El saldo total fue de seis funcionarios y más de quince internos heridos, algunos de consideración.
Las lesiones de mayor entidad que presentan los internos del sector "A" fueron causadas luego que estaban reducidos en el suelo, desnudos y sin posibilidad de defensa (mucho menos: de agresión, confrontación o, siquiera, de mínima resistencia).
Otros reclusos fueron lastimados por las balas de munición no letal disparadas desde la consola, antes y después del ingreso de los funcionarios y también por otros disparos efectuados por quienes ingresaban a controlar la situación.

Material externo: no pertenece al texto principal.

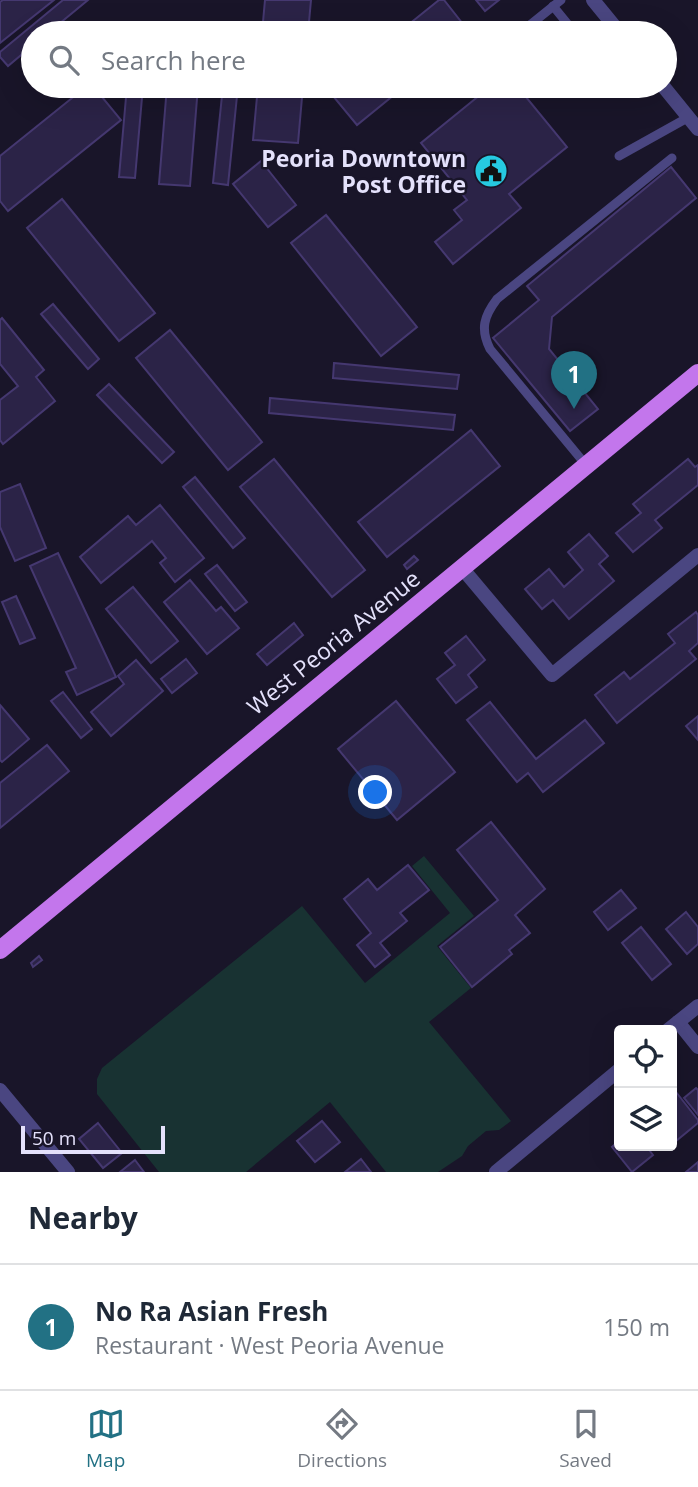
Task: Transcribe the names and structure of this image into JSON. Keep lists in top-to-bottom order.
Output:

En principio, la utilización de la fuerza por la guardia aparece justificada en los primeros instantes, cuando hubo acometimiento con cortes. Por el contrario, la reacción posterior perfila un exceso que podría configurar un típico acto de tortura.
El empleo de la fuerza por los agentes del Estado respecto de las personas privadas de libertad está minuciosamente regulado en el derecho nacional e internacional, en forma que no deja lugar a dudas: la utilización de los medios de coerción debe ser excepcional y ajustada a criterios de estricta racionalidad.
El artículo 22 de la ley 18.026, de 04/10/06, dispone: "El que de cualquier manera y por cualquier motivo, siendo agente del Estado o sin serlo contando con la autorización, apoyo o aquiescencia de uno o más agentes del Estado impusiere cualquier forma de tortura a una persona privada de libertad o bajo su custodia (…) será castigado con veinte meses de prisión a ocho años de penitenciaría. Se entenderá por `tortura`: (…) El sometimiento a penas o tratos inhumanos o degradantes".
En mérito a todo lo expuesto, se ha radicado la correspondiente denuncia penal ante el Juzgado Letrado de Primera Instancia de Primer Turno de Canelones, a cargo de la doctora María Noel Odriozola.
En horas de la tarde del miércoles 30, el comisionado conversó telefónicamente con el jefe de Policía y se entrevistó con el subjefe y el director de Seguridad. Se destaca la preocupación manifestada por cada una de estas autoridades al conocer el relato realizado por Garcé.